Copy music for new music
London – Rebel once, rebel forever: Mick Jones, guitarist of the legendary Clash, has launched an assault on the piracy heralding an innovative and counter-current strategy. The punk-rock veteran launched an irreverent attack on the international record establishment during the BBC-hosted Music Biz radio show. “To have our album just copy it: sharing content on the Internet is the most thrilling news that has ever overwhelmed rock’n’roll”.
No: this novelty is not the “death of creativity” feared by the great anti-piracy associations. According to Jones, the combination of the Internet and music sharing will bring a wave of innovation, an “inevitable paradigm shift in the concept of copyright and what we call album”. The latest record of his new group, CarbonSilicon, is available for free on the web as well as on P2P networks: “A billion crazy downloaders can’t be wrong”, says their single MPFree . A provocative title that hides a harsh assault on the major majors – “Shakespeare and Michelangelo had no corporation behind them … the bytes must flow and create a new revolutionary sound”.
Jones certainly does not hide the fact that he has been involved for years in the promotion of filesharing and new media such as alternative model to the current rules governing the multimedia content market. In the interview with the British public broadcaster, Jones is convinced that digital technologies make it possible creation and the distribution of music in a direct and participatory way. In stark contrast to the anti-piracy typhoon sweeping the record world, the new P2P prophet is convinced that artists will be able to earn money by “letting their admirers participate in the creative process” and of course with live performances.
But will these fresh ideas be enough to convince the anti-piracy front, which is increasingly crowded with emerging and evergreen musicians? The gospel of the ex-Clash does not lack purely advertising dyes – and the presence of Tony James in the formation of CarbonSilicon, former Sigue Sigue Sputnik frontman, should speak for itself: the Sigue Sigue Sputnik, in the eighties, caused a sensation by selling as advertising space a few minutes of their albums.

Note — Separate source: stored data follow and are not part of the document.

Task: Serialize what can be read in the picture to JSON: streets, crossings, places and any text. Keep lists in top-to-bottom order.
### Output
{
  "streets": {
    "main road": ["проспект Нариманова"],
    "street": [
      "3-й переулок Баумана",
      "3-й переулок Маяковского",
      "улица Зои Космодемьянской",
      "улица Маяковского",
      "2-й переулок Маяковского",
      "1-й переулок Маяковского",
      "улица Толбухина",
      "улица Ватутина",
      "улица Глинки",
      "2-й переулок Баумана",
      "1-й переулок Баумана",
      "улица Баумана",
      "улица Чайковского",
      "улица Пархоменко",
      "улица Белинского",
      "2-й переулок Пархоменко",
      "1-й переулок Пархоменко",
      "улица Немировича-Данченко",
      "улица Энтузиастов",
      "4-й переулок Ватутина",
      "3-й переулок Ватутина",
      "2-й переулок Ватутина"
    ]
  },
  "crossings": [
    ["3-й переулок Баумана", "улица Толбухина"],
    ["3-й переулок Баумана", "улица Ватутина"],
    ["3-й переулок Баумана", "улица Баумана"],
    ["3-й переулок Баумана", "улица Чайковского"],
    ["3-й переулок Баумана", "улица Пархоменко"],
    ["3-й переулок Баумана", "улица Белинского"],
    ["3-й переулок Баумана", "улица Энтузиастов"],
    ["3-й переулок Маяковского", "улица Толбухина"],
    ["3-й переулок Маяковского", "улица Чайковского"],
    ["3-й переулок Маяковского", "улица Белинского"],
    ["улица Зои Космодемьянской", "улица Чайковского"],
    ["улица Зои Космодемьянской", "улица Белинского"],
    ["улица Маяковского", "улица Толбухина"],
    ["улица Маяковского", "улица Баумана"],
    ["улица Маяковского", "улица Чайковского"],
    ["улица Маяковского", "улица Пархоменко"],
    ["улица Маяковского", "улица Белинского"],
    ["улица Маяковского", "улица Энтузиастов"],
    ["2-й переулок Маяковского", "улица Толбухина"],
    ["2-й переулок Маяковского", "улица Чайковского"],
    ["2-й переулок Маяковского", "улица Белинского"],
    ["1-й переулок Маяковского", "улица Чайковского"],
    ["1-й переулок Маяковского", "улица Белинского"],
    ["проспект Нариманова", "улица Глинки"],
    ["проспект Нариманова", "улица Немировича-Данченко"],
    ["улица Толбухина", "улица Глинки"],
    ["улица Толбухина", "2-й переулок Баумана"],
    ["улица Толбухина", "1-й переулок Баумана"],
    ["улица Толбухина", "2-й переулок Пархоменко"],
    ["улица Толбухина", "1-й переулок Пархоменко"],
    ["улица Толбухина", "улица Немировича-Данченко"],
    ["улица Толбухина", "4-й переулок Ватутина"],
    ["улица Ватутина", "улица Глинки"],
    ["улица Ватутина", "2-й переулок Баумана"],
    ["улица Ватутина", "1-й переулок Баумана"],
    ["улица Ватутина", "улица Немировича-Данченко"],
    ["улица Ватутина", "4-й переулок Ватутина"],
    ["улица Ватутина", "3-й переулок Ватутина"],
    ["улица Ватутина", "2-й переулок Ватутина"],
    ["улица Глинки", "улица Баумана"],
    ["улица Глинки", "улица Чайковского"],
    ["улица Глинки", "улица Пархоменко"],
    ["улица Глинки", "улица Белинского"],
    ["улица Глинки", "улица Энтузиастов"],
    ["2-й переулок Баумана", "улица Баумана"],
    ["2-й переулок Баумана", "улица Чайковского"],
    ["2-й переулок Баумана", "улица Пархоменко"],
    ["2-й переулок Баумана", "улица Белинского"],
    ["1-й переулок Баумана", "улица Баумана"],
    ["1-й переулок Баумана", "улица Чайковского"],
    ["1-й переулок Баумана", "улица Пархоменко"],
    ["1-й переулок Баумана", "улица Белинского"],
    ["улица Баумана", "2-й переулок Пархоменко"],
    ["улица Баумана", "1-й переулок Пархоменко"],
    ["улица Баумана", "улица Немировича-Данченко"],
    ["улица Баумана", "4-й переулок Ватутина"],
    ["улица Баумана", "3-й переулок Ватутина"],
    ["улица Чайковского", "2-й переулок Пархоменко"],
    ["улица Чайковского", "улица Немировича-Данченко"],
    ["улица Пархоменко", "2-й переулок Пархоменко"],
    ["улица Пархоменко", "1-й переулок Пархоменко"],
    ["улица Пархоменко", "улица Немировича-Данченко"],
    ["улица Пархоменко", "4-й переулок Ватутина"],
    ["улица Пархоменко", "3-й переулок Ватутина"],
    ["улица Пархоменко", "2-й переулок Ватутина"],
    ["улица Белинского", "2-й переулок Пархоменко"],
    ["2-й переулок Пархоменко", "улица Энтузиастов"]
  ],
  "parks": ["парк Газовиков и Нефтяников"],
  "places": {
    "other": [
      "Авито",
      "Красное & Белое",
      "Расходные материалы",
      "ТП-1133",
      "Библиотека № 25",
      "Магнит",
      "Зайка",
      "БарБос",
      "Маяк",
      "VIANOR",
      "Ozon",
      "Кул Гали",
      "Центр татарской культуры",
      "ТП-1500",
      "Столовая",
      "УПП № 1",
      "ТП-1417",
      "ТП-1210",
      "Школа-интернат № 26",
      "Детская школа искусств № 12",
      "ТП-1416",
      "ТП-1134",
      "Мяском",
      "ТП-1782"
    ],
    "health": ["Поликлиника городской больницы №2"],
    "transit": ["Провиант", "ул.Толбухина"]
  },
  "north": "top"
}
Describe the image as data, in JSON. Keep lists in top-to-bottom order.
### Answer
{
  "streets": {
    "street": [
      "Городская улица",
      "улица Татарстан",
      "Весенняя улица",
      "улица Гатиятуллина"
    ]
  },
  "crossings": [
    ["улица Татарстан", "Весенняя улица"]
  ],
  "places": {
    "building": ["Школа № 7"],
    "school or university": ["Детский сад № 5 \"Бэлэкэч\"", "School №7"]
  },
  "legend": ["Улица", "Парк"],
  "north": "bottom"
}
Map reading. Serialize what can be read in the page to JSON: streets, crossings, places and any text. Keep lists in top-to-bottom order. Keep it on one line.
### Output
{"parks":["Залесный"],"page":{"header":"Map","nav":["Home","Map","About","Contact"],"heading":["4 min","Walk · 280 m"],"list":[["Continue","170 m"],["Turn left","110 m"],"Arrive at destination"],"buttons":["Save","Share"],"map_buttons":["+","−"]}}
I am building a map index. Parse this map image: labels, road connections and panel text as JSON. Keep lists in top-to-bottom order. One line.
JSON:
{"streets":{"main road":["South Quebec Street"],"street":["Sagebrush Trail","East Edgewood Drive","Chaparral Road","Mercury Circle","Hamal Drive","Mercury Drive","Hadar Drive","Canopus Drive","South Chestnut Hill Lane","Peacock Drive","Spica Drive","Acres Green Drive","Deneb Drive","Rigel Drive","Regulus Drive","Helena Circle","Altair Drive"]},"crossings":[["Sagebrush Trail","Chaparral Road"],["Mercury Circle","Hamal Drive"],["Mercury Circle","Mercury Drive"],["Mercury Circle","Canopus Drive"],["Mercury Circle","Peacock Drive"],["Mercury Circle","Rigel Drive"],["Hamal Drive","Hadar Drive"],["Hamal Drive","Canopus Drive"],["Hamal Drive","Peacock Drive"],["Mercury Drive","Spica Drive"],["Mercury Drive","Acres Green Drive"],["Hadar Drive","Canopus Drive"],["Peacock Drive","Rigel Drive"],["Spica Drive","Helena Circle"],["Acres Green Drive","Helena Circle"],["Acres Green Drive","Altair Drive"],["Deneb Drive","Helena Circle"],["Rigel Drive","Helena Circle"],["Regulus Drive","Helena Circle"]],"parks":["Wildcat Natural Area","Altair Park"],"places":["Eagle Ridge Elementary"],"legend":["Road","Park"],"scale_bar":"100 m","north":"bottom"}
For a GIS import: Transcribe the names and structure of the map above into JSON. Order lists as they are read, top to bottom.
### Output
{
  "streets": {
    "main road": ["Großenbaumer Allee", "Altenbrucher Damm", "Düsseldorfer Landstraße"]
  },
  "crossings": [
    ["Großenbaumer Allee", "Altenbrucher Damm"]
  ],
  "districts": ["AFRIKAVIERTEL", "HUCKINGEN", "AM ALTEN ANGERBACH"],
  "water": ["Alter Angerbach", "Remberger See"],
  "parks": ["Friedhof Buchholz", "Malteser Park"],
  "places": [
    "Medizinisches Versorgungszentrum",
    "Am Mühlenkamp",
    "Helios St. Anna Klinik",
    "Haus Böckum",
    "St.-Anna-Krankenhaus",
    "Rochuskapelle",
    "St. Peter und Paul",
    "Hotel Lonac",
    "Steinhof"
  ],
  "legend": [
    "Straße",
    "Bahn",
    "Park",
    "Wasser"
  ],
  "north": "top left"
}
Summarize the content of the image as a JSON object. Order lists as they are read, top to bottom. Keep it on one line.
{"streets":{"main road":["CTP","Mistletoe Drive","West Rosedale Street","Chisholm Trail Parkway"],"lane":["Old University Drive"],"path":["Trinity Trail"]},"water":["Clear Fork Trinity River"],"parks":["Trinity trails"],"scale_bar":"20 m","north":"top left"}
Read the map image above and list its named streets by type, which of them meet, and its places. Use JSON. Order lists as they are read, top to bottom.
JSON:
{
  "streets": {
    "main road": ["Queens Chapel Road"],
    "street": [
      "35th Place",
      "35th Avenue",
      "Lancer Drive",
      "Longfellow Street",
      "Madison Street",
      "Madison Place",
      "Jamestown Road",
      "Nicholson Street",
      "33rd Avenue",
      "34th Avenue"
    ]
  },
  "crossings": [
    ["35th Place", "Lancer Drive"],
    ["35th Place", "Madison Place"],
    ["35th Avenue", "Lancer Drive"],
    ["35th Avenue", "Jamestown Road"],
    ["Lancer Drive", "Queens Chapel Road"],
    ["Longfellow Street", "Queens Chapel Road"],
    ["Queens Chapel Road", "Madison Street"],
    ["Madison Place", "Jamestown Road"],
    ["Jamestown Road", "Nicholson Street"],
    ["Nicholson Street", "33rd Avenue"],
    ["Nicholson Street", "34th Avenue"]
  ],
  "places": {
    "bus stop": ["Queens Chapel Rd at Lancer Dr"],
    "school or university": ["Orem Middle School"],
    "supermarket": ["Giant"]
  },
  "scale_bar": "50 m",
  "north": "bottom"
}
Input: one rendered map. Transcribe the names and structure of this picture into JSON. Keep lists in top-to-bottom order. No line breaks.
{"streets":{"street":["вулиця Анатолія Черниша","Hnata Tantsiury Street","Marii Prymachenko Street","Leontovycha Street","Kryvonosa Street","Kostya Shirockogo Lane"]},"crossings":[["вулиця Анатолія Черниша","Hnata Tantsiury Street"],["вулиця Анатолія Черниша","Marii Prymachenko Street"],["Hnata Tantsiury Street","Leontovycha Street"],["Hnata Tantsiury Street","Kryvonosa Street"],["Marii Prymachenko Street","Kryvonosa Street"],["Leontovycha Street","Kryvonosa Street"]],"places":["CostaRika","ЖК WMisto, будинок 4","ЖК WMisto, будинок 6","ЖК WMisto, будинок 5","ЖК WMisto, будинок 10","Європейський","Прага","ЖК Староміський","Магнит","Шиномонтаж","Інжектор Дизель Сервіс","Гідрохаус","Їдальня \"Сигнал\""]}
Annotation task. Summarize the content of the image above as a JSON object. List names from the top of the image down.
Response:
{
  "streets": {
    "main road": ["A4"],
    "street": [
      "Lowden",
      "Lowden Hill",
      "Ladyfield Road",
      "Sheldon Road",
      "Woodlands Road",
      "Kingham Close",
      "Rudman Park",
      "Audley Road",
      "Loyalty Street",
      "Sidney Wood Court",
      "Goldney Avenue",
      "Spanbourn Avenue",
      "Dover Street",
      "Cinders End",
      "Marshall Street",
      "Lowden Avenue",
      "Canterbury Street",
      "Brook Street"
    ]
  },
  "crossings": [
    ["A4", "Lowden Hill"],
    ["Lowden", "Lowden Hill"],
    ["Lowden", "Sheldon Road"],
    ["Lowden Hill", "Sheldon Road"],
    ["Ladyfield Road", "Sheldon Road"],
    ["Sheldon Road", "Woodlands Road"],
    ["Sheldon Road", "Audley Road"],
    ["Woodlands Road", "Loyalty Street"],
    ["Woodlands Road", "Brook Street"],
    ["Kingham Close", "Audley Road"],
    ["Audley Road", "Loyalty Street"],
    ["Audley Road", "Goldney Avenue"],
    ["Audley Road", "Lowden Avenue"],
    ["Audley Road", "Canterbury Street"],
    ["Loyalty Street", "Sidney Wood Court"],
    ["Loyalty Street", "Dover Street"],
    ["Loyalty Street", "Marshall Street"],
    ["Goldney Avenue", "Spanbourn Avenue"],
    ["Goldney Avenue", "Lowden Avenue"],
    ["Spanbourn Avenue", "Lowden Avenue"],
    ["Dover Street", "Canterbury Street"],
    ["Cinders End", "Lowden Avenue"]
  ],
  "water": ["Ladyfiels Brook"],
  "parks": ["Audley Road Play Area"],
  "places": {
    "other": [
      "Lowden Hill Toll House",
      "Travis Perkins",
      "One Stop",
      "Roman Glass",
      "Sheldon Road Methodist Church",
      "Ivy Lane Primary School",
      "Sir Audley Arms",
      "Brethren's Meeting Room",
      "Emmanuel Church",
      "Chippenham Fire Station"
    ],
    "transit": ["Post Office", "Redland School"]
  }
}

The way of music “that the more it copies the more it develops” today is also the result of the visions of Grateful Dead and partners, mythical band that first promoted the unlimited reproduction of their music on an ancient but functional support, the cassette tapes: it is no coincidence that their former singer John Perry Barlow is also the co-founder of the Electronic Frontier Foundation, probably the most important association that fights for the defense of digital freedoms. Barlow’s motto? “Music is the common property of humanity and it is a form of sacrilege to try to own it.”